## EDA in Python

There are many libraries available in python like pandas, NumPy, matplotlib, seaborn, etc. with the help of those we can do the analysis of the data and bring out helpful insights. I will be using Jupyter Notebook along with these libraries.

### Importing Libraries

In [None]:
import pandas as pd # To explore the dataframe
import numpy as np # T0 manuplate the data
import matplotlib # To visualisation
import matplotlib.pyplot as plt # To visualisation
import seaborn as sns # To visualisation

plt.rcParams['figure.figsize'] = (16, 8) # To set the figure size
plt.style.use('fivethirtyeight') # To set the style

# Avoide unwanted warnings
import warnings 
warnings.filterwarnings('ignore')

### Data Loading

In [None]:
car_data = pd.read_csv('/kaggle/input/car-features-and-prices-dataset/data.csv')
car_data.head()

In [None]:
car_data.tail()

In [None]:
# Shape of the Data
car_data.shape

In [None]:
# Detail info of data
car_data.info()

The type of data will be stored as an object if there are strings present in the variables. Also, it will be int or float if the data has numerical and decimal values respectively.
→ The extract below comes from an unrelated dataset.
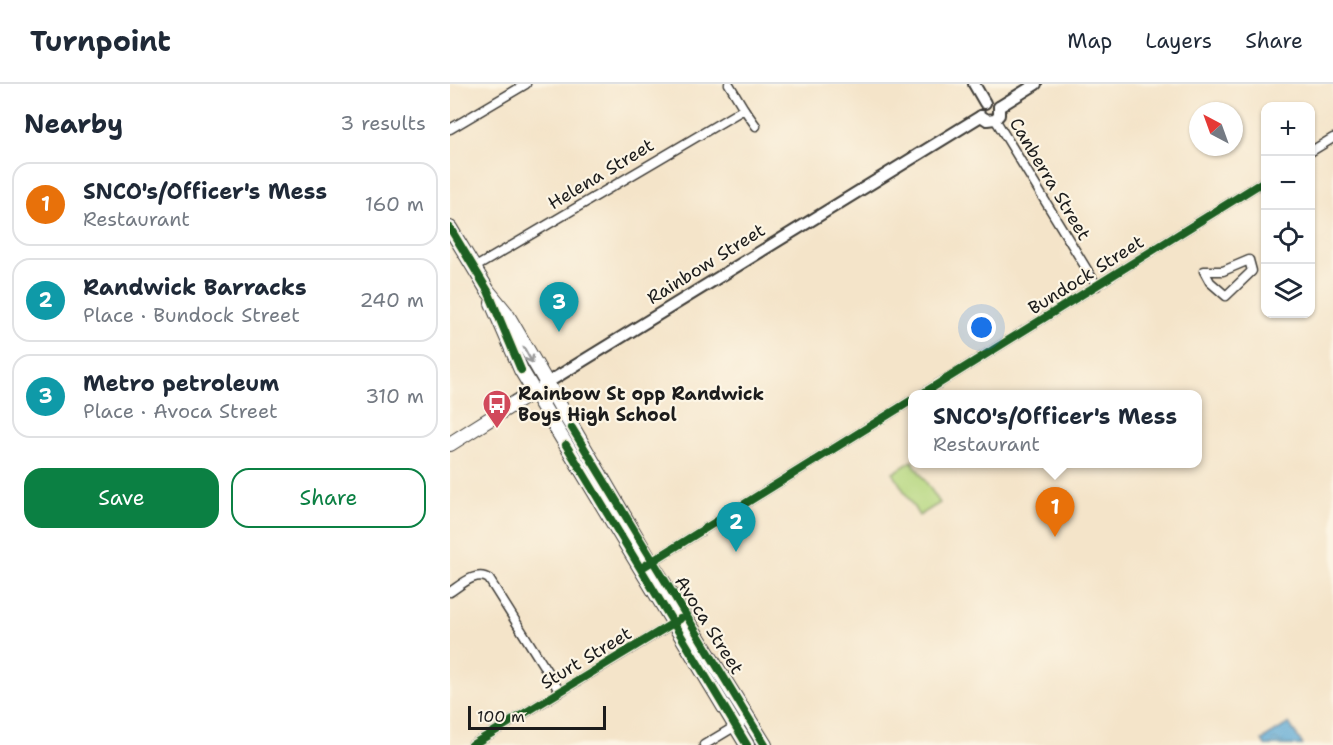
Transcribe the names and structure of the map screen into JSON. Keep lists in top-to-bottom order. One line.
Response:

MSRP (the price of the car) is stored as int data type while Driven_wheels is stored as an object data type.

Above results show many variables like Engine Fuel Type, Engine HP, Engine Cylinders, No. of Doors, and Market Category have missing values in the data.

In [None]:
car_data.describe()

In [None]:
car_data.columns

In [None]:
car_data.rename(columns={'Make':'make', 'Model':'Model', 'Year':'Year', 'Engine Fuel Type':'Fuel Type', 
                         'Engine HP':'HP','Engine Cylinders':'Cylinders', 'Transmission Type':'Transmission', 'Driven_Wheels':'Driven_Wheels',
                         'Number of Doors':'Doors', 'Market Category':'Market Category', 'Vehicle Size':'Size', 'Vehicle Style':'Style',
                         'highway MPG':'h_MPG', 'city mpg':'c_MPG', 'Popularity':'Popularity', 'MSRP':'price'},inplace = True)

In [None]:
car_data.columns

## Cleaning Categorical Data in our data set

In [None]:
# Making List of Categorical Columns
categorical = list(car_data.dtypes[car_data.dtypes == 'object'].index)
# Other methods 
# list(df.select_dtypes(include = 'O').columns)
# [col for col in df.columns if df[col].dtype == 'object']
for col in categorical:
    car_data[col] = car_data[col].str.lower().str.replace(" ", "_")
car_data.head()

In [None]:
# Unique values and numbers
"""Printing out First 5 Unique Values."""
for col in car_data.columns:
    print(col)
    print(car_data[col].unique()[:5])
    print(car_data[col].nunique())
    print('\n')

## Missing Values

In [None]:
print("Number of Missing Values in our data set\n")
missing_df = car_data.isnull().sum().to_frame().reset_index().rename({"index" : 'Variable', 0: 'Missing Values'}, axis =1)
display(missing_df.style.background_gradient('gnuplot2_r'))
print("\n Percentage of Missing Values in our data set")
display((car_data.isnull().sum() / (len(car_data.index)) * 100).head(20).to_frame().rename({0:'Count'}, axis = 1).style.background_gradient('gnuplot2_r'))
round((car_data.isnull().sum() / (len(car_data.index)) * 100) , 2).plot(kind = 'barh',color ='#bf0606')

plt.title("Percentage of Missing values");

Above results show that out of 12 variables, 3 variables Fuel_type, HP, and cylinders have missing values.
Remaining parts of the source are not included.